Friday, November 21, 2008

JD's Take: Last Dragon (J.M. McDermott)

Framed as letters written by an old woman days away from death, her mind fragmented and jagged and brittle, her lungs full of blood, her hands palsied and pale, Last Dragon tells a story that will leave you cold inside, and sad... and somehow better.

There are two stories being told in these letters. The first is the obvious one. It's an adventure tale, with journeys and battles and fabulous sights and death. It's a tale of friendship and betrayal and all of the things that make up a fantasy novel. It's also none of those things. Our narrator feels to us as real and as fragile as any person I have known. She tells of her youthful adventure looking back, and the things that matter to her now as she lies dying are not what authors, even ones striving for realism, feel the need to tell us. Her story is told in circles, in fits and starts. She circles around the most crucial moments probing them gently, like a healing wound, before finally summoning the courage to recall, as best she can, the moments that defined her life. Moments of pain, or shame, or crippling doubt. While she does so, she tells of the trivial moments that caught, as she says, in the web of her memory. Emotional impressions, glances, words between friends before sleep. She jumps around in time as she tells the tale, and her memories are not always consistent or clear. She tells us of things that she didn't see as if she did, tells them as she imagines or as she was told or how she dreamt them to be.
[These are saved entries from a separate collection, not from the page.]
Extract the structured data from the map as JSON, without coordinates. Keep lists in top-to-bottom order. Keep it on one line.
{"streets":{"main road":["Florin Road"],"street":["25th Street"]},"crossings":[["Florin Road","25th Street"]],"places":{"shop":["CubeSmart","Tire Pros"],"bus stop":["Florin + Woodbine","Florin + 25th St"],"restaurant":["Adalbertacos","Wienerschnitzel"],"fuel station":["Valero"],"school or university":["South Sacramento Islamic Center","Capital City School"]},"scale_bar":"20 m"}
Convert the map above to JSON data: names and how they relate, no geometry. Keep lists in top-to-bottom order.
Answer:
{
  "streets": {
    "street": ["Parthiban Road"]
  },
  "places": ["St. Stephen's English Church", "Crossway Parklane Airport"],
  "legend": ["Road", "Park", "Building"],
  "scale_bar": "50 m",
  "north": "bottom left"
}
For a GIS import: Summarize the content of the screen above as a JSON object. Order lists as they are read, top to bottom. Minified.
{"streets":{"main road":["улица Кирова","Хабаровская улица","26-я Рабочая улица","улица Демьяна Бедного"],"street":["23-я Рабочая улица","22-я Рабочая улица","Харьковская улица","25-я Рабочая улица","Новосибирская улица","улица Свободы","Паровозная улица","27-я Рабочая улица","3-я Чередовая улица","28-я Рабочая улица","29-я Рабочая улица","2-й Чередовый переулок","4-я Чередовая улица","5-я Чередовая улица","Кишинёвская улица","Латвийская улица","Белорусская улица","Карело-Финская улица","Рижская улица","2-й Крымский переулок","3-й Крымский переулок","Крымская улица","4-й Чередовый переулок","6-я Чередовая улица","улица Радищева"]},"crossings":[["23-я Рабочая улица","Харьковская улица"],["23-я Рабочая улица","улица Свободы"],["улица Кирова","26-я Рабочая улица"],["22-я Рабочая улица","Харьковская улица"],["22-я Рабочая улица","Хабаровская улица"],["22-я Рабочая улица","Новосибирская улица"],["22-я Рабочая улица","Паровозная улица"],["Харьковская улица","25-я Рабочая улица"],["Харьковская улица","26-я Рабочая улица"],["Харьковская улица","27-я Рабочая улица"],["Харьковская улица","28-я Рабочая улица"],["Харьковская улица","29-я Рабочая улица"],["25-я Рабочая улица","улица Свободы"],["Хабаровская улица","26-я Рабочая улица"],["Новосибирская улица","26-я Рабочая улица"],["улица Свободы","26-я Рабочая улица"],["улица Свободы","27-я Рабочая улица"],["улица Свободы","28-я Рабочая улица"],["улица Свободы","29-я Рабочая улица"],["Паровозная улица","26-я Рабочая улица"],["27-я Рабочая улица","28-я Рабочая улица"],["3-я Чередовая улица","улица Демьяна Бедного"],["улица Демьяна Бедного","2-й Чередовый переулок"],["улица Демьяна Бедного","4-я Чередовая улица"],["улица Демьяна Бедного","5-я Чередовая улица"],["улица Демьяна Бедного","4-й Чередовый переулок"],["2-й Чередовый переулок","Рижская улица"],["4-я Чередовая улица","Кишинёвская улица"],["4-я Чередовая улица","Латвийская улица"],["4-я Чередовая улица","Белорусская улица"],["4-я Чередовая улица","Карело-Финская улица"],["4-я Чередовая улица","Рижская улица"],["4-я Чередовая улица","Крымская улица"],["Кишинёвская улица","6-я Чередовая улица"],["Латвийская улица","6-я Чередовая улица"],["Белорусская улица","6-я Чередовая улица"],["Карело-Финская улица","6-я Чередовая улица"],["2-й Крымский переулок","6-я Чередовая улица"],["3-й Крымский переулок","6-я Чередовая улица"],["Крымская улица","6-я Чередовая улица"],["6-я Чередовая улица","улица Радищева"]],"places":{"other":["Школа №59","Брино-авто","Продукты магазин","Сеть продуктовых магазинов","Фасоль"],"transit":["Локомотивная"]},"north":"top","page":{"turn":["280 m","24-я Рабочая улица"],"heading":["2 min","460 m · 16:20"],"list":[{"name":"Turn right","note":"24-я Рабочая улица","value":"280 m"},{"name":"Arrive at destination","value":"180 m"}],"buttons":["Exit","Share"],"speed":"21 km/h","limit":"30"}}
She doesn't tell us the story start to end because that is not the story she's trying to tell. The second story is the story of her life after the events in letters she is writing, a story of pain that lasts a lifetime, of love and betrayals and journeys and marriages and empires and children and all the things that make up fantasy novels. This story isn't told, it's alluded to. It forms itself in our minds as we read her letters, the tragedy of her life, the pain of her decisions. It's a story that features very few of the people she knew in the first story. Its major players never get screen time and its passions go unresolved, but its poignancy is what we will remember, long after the details of her first story fade into the web of our memories.

Oh, and there's a third story in there as well. A brief and beautiful and sad exchange towards the end of the book that, uniquely, takes place in the writer's present. I'm not sure why, but it might have been my favorite part of the book.

This isn't a tale of adventure. It isn't a tragedy in the Shakespearean sense... you'll get no catharsis as you turn the last page. It won't inspire you, your pulse won't race, your mind will not turn contemplating the subtleties of the schemes. The end won't surprise you, the action won't thrill you, the sex won't titillate you.

This is the best book I've read in years. It isn't my favorite, but it is the best.